Coordinate control is proposed in Chang et al. (2021) to reduce the effect of forecast error. In a large distributed area, the PV stations have a geographical distance. When power is changed at one local PV station, using other remote PV station’s reserve power can provide constant virtual inertia. The remote reserve has improved frequency stability via probabilistic forecasting. However, it works in a transient state with constant virtual inertia and cannot limit the frequency deviation in policy. As a result, it is challenging to limit frequency deviations in any limitations. Given the policy constraints in continuous operation, an adaptive virtual inertia parameter and a power reserve control strategy are required.
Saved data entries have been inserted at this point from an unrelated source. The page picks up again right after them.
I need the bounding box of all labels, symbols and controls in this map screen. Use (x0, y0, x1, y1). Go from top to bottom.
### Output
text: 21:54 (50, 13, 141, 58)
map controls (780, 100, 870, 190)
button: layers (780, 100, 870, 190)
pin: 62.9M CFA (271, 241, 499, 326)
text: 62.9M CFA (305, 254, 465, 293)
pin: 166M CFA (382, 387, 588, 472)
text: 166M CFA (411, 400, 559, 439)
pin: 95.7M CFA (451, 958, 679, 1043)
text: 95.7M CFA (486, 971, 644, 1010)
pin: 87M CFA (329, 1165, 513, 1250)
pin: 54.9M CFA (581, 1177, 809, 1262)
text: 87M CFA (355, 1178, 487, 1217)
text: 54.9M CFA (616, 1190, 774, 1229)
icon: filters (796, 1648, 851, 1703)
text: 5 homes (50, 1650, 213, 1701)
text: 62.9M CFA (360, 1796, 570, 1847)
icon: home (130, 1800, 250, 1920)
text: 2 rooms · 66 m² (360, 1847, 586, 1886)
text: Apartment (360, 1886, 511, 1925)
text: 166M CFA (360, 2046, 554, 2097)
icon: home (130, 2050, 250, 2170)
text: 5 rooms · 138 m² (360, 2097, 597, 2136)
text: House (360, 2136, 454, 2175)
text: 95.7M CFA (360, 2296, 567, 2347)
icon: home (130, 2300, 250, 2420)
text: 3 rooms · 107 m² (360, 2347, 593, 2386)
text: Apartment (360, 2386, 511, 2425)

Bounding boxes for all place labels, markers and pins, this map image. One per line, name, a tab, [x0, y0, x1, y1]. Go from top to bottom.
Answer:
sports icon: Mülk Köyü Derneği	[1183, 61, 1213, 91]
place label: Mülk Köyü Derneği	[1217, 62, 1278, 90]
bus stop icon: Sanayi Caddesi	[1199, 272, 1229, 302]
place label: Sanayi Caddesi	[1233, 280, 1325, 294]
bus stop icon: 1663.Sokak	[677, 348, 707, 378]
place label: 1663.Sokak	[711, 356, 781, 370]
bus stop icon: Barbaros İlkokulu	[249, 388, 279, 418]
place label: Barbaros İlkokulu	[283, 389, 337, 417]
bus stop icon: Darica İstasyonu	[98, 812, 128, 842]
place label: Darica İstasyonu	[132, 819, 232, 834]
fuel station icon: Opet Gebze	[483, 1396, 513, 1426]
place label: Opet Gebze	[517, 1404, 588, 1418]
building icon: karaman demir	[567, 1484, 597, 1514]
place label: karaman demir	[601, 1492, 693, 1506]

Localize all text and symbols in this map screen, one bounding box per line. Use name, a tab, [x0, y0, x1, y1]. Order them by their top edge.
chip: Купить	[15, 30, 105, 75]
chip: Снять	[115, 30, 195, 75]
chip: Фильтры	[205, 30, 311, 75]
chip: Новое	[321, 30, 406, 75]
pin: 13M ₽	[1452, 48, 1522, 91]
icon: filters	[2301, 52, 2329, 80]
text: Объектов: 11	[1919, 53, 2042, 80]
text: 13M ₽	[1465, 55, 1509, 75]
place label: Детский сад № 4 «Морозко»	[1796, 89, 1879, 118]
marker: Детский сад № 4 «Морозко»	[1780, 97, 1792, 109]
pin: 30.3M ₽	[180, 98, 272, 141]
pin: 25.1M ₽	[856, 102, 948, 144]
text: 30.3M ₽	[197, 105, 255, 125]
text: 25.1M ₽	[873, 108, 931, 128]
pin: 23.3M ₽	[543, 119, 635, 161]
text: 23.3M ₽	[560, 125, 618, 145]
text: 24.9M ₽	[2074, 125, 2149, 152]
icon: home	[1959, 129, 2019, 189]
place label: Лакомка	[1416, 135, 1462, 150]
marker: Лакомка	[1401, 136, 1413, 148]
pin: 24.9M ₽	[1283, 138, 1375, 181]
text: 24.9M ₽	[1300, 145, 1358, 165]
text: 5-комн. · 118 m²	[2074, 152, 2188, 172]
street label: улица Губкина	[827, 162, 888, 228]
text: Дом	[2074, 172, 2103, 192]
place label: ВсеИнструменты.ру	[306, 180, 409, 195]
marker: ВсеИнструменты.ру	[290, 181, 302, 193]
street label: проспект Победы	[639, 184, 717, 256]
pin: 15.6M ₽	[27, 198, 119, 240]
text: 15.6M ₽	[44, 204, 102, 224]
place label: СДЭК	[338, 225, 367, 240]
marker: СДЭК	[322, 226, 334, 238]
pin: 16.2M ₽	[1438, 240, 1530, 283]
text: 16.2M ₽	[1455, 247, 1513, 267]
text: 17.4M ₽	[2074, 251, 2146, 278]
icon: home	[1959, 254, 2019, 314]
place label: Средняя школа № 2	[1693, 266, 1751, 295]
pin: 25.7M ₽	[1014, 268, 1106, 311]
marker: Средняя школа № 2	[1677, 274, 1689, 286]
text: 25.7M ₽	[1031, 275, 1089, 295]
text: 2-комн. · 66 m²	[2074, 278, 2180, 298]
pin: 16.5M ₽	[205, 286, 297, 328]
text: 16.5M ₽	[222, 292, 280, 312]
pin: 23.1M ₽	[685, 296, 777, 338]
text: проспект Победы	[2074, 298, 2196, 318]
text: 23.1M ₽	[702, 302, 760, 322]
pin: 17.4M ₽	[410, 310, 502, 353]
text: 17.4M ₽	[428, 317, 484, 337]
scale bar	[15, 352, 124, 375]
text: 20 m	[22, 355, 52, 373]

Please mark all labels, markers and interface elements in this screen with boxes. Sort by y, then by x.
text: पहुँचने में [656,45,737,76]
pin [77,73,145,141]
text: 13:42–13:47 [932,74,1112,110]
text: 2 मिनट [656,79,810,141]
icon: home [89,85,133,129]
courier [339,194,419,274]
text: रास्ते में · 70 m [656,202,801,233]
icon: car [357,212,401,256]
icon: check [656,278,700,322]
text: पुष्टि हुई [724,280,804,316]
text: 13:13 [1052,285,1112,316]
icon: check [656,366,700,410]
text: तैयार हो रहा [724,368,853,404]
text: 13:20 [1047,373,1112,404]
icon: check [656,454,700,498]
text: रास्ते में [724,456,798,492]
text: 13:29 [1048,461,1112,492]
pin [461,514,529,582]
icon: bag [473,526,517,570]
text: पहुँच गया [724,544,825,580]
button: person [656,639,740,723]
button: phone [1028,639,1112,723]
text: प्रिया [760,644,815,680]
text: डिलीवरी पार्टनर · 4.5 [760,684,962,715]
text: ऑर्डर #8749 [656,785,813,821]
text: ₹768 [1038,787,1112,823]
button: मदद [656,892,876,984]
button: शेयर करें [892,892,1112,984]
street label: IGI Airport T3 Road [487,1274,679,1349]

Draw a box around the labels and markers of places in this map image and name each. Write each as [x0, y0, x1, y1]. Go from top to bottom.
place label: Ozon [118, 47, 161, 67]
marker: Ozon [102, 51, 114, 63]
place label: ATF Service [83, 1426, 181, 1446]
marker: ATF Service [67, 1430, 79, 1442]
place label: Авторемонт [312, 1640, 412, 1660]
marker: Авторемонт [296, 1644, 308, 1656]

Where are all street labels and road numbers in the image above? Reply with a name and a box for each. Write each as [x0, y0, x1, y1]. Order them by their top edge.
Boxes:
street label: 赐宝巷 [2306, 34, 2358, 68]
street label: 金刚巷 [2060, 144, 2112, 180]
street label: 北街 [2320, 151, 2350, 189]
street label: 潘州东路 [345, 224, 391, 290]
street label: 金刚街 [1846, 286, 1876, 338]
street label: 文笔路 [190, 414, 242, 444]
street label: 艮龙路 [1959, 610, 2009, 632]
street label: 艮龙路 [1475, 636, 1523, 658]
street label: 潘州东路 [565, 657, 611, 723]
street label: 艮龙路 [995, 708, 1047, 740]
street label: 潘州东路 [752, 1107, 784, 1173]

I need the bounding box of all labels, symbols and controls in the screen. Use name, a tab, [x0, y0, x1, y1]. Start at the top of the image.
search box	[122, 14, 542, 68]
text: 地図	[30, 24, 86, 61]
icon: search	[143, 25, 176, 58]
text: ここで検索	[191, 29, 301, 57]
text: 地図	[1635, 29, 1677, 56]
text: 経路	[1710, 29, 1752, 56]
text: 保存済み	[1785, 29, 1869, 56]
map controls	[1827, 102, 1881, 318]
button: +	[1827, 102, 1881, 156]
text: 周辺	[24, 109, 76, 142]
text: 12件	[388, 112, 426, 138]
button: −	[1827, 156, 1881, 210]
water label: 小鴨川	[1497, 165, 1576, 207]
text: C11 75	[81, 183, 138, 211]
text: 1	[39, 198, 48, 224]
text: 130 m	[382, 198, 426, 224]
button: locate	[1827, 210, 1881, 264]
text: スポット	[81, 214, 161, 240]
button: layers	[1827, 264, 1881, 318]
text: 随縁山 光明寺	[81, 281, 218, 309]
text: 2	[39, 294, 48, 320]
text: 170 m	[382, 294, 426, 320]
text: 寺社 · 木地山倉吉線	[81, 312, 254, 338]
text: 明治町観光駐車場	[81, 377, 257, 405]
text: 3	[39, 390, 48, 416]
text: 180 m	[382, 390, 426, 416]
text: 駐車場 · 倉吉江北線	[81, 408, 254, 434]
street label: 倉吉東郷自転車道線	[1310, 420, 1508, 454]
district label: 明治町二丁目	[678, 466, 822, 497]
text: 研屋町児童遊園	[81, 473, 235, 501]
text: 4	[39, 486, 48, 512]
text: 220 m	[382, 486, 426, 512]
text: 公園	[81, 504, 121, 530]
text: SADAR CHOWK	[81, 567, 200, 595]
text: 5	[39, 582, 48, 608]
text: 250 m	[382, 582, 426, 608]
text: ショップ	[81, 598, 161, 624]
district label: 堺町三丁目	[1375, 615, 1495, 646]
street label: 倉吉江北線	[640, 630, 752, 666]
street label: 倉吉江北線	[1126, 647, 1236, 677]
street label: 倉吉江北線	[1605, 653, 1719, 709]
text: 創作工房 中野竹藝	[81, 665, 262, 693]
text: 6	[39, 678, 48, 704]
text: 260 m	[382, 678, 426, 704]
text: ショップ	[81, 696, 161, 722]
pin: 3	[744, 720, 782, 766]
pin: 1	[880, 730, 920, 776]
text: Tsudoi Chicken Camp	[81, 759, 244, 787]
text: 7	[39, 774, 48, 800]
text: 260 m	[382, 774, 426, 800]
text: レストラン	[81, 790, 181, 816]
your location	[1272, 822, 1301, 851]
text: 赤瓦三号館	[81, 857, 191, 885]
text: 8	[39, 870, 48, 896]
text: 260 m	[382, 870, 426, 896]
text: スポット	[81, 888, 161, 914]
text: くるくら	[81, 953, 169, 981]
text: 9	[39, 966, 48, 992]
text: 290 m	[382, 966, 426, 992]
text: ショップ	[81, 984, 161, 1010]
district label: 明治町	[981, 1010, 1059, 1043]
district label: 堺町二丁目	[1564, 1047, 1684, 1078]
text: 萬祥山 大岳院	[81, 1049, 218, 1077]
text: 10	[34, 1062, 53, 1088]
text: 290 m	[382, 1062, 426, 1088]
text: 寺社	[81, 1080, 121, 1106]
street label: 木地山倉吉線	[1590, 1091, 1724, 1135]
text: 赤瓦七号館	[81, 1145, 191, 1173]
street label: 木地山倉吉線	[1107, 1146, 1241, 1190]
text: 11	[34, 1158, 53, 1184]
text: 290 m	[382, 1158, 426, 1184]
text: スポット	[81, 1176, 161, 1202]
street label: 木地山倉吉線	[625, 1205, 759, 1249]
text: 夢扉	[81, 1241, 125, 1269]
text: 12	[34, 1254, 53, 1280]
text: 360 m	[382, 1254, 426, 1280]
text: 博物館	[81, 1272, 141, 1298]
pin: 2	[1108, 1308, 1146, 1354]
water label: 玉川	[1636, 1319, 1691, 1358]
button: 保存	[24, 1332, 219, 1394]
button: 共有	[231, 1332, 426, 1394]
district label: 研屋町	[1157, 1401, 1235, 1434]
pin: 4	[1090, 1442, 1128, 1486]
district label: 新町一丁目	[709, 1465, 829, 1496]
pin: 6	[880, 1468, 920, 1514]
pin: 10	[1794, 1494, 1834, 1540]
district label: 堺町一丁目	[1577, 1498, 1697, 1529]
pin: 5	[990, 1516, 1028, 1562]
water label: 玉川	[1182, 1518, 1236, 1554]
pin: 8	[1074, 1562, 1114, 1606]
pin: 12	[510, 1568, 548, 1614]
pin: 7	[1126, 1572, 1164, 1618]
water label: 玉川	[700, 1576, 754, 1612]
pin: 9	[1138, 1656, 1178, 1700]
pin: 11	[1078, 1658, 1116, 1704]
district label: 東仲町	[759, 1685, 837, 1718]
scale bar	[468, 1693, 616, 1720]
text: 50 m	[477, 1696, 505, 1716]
The contribution of this study is listed as follows:

1) The proposed reserve strategy is capable of filtering and determining the working point in quantile regression results. It reduces reserve power in stable irradiance and improves the efficiency of reserved power in the regulating frequency.

2) The ESS capacity and charge/discharge times are reduced by improved virtual inertia control for the remote reserve using adaptive inertia parameters. The virtual inertia is changed to be suitable for different scenarios of the PV power drop. The system frequency and RoCoF variation are reduced in the continuous control throughout the single daytime.

3) Considering the policy of RoCoF and frequency nadir limitation to the virtual inertia control, coordinated control of PV and ESS helps micro-grids improve the system stability.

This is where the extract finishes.